Incluso Ignacio pareció desconcertado por la extremidad de mi acción. Vi sus caros zapatos de cuero moverse, un destello de incertidumbre.

El director se apresuró a acercarse. "Señora Garza, por favor, esto no es necesario. Levántese".

Pero me quedé allí, una madre protegiendo a su hijo de la única manera que sabía. Mientras comenzaba a levantarme, mi visión borrosa captó la placa con el nombre en el escritorio del director. Y junto a ella, el expediente escolar del niño herido.

Herrera, Ignacio.

El nombre me golpeó como un puñetazo. El aire se escapó de mis pulmones. Ignacio. Un nombre que le había susurrado a un pequeño bulto dormido en la oscuridad, un nombre que yo había elegido. Un nombre que pertenecía al hijo que Damián me había arrancado de los brazos hacía cinco años. Mis ojos, todavía borrosos por las lágrimas no derramadas, no podían distinguir claramente los rasgos del niño. No podía ser. Era solo una coincidencia. Una coincidencia cruel y retorcida.

Reprimí el pensamiento, enterrándolo profundamente. Era demasiado monstruoso para contemplarlo.

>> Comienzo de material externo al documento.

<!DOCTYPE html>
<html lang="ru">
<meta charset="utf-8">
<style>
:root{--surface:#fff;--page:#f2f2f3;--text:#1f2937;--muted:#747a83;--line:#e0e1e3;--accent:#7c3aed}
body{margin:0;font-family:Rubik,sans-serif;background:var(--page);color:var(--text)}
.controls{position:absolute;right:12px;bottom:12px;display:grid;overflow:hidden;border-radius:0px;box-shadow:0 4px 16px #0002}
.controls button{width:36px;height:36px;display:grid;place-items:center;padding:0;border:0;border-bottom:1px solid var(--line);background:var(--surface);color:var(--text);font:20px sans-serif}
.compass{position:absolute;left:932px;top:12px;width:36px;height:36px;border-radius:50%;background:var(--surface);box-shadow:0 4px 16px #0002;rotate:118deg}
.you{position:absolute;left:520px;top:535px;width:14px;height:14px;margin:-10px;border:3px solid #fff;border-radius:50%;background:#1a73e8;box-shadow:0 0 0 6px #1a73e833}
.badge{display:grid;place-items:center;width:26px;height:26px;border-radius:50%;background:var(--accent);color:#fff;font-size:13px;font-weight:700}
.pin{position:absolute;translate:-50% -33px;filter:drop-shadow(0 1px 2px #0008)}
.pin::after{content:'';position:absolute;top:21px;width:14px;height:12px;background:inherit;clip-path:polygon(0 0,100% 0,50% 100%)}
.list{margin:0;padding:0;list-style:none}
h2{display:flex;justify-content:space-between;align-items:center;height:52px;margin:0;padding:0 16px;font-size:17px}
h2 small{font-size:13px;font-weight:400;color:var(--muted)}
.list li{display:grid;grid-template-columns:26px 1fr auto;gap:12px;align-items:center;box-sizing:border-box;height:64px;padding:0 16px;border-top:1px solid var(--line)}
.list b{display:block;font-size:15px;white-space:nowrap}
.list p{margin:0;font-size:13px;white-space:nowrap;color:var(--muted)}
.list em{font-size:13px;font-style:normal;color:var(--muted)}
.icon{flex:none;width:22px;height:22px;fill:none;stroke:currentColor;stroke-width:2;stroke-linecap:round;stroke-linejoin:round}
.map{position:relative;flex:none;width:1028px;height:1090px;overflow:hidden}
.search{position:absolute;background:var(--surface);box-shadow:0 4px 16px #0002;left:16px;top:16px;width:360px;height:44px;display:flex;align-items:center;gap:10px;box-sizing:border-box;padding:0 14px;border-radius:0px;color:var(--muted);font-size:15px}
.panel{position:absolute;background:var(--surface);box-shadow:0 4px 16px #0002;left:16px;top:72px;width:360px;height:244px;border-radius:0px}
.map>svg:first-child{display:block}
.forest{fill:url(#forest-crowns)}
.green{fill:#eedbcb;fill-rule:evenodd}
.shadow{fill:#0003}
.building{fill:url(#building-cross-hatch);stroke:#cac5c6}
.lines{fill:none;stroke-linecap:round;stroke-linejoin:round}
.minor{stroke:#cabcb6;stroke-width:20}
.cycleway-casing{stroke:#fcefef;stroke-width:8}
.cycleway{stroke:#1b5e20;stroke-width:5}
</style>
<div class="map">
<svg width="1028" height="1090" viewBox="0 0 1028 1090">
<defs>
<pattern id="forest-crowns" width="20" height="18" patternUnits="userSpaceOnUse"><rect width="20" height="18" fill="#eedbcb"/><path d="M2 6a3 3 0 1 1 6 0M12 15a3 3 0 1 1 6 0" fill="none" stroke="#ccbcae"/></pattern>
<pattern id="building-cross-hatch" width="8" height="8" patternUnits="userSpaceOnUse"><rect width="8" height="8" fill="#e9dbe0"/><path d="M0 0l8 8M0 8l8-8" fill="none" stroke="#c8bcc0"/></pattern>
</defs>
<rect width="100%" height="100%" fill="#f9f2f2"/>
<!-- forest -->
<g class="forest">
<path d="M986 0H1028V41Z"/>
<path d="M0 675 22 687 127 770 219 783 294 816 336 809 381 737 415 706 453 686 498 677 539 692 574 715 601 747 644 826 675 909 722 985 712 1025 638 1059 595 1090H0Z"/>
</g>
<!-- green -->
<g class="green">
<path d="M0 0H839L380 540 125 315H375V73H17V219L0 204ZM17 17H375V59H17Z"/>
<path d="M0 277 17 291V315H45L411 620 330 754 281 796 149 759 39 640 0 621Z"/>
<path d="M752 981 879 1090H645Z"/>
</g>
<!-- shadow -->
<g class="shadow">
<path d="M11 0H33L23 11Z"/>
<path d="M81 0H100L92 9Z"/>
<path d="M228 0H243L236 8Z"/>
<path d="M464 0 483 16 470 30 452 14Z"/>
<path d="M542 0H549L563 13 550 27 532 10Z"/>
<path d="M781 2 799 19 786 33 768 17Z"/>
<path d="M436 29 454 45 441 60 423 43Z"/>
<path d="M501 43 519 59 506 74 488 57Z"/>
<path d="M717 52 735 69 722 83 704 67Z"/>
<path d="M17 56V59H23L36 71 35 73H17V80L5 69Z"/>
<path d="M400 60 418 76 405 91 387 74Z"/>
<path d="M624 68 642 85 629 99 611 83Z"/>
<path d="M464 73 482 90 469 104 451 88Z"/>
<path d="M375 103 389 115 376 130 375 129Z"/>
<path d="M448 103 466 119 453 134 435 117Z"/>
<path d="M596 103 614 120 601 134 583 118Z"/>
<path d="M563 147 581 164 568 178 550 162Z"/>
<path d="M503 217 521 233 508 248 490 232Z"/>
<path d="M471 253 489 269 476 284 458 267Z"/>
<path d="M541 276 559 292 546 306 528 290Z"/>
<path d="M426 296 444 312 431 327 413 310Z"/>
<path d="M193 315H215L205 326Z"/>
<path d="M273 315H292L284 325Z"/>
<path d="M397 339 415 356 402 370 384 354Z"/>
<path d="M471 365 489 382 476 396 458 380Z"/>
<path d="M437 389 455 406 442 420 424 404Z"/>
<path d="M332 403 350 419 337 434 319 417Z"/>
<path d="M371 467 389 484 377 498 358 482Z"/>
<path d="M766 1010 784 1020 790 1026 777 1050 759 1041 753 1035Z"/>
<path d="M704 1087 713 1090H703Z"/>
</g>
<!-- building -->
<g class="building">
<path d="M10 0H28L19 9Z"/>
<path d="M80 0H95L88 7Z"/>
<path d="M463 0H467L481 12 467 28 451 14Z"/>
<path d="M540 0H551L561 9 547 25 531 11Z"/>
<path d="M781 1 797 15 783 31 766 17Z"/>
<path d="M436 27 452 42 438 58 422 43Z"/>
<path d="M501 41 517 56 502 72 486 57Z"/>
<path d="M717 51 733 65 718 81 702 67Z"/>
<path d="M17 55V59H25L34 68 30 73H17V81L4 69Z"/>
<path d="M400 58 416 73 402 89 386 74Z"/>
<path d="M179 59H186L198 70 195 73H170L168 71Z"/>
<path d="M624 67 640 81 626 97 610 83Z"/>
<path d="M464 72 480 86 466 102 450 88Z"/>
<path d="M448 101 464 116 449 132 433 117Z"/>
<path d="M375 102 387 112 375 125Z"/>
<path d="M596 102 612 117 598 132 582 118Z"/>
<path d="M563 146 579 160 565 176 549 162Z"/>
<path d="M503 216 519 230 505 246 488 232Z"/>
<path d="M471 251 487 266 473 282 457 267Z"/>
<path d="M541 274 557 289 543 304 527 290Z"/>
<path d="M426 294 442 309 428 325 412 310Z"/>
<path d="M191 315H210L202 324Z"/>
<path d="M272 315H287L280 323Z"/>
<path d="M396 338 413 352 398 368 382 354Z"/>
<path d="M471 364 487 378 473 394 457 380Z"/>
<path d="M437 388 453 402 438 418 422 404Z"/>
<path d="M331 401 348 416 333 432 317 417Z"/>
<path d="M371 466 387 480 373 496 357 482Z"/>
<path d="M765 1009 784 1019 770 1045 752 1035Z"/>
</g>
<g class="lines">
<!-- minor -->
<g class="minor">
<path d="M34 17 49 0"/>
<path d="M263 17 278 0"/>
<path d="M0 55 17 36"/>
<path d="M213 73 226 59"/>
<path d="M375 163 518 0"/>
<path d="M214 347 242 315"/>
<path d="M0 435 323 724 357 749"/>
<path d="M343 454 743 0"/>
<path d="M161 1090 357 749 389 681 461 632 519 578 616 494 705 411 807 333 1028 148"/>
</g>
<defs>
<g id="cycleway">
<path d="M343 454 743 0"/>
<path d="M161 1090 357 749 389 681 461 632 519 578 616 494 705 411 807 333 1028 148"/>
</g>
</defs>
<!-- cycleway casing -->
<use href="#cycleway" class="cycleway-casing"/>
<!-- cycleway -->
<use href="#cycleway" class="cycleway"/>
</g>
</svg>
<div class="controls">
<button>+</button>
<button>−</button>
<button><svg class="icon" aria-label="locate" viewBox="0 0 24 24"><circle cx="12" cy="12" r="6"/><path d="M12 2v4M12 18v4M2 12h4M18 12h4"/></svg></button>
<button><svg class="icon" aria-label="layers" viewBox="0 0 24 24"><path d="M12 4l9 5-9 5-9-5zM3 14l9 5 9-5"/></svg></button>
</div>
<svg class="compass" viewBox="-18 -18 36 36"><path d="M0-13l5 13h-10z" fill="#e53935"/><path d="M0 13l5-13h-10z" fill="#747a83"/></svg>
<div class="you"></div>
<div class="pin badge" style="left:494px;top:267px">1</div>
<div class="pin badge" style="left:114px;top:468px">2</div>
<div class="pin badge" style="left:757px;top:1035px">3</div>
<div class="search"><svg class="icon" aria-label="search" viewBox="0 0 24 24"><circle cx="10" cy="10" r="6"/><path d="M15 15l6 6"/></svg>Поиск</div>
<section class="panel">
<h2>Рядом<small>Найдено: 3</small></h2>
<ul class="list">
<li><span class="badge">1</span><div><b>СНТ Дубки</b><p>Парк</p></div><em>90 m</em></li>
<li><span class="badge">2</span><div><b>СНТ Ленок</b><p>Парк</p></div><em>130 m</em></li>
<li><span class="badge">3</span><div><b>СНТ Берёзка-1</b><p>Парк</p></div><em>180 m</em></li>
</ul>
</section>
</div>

"Por supuesto, cubriremos cualquier gasto médico", dije, mi voz ronca mientras finalmente me ponía de pie, atrayendo a Cale a mis brazos. "Solo envíenos la cuenta".

Necesitaba irme. Necesitaba tomar a Cale y correr de regreso a la seguridad de nuestra pequeña vida.

Pero justo cuando me giré para irme, una voz habló desde la puerta. Una voz que no había escuchado en cinco años pero que había revivido en mil pesadillas. Pulida, autoritaria y lo suficientemente fría como para helarme la sangre.

"¿Te duele, Josefina?".

Mi frágil paz no solo se resquebrajó. Explotó en un millón de pedazos irreparables.

Damián Herrera estaba allí, y mi pasado finalmente me había alcanzado.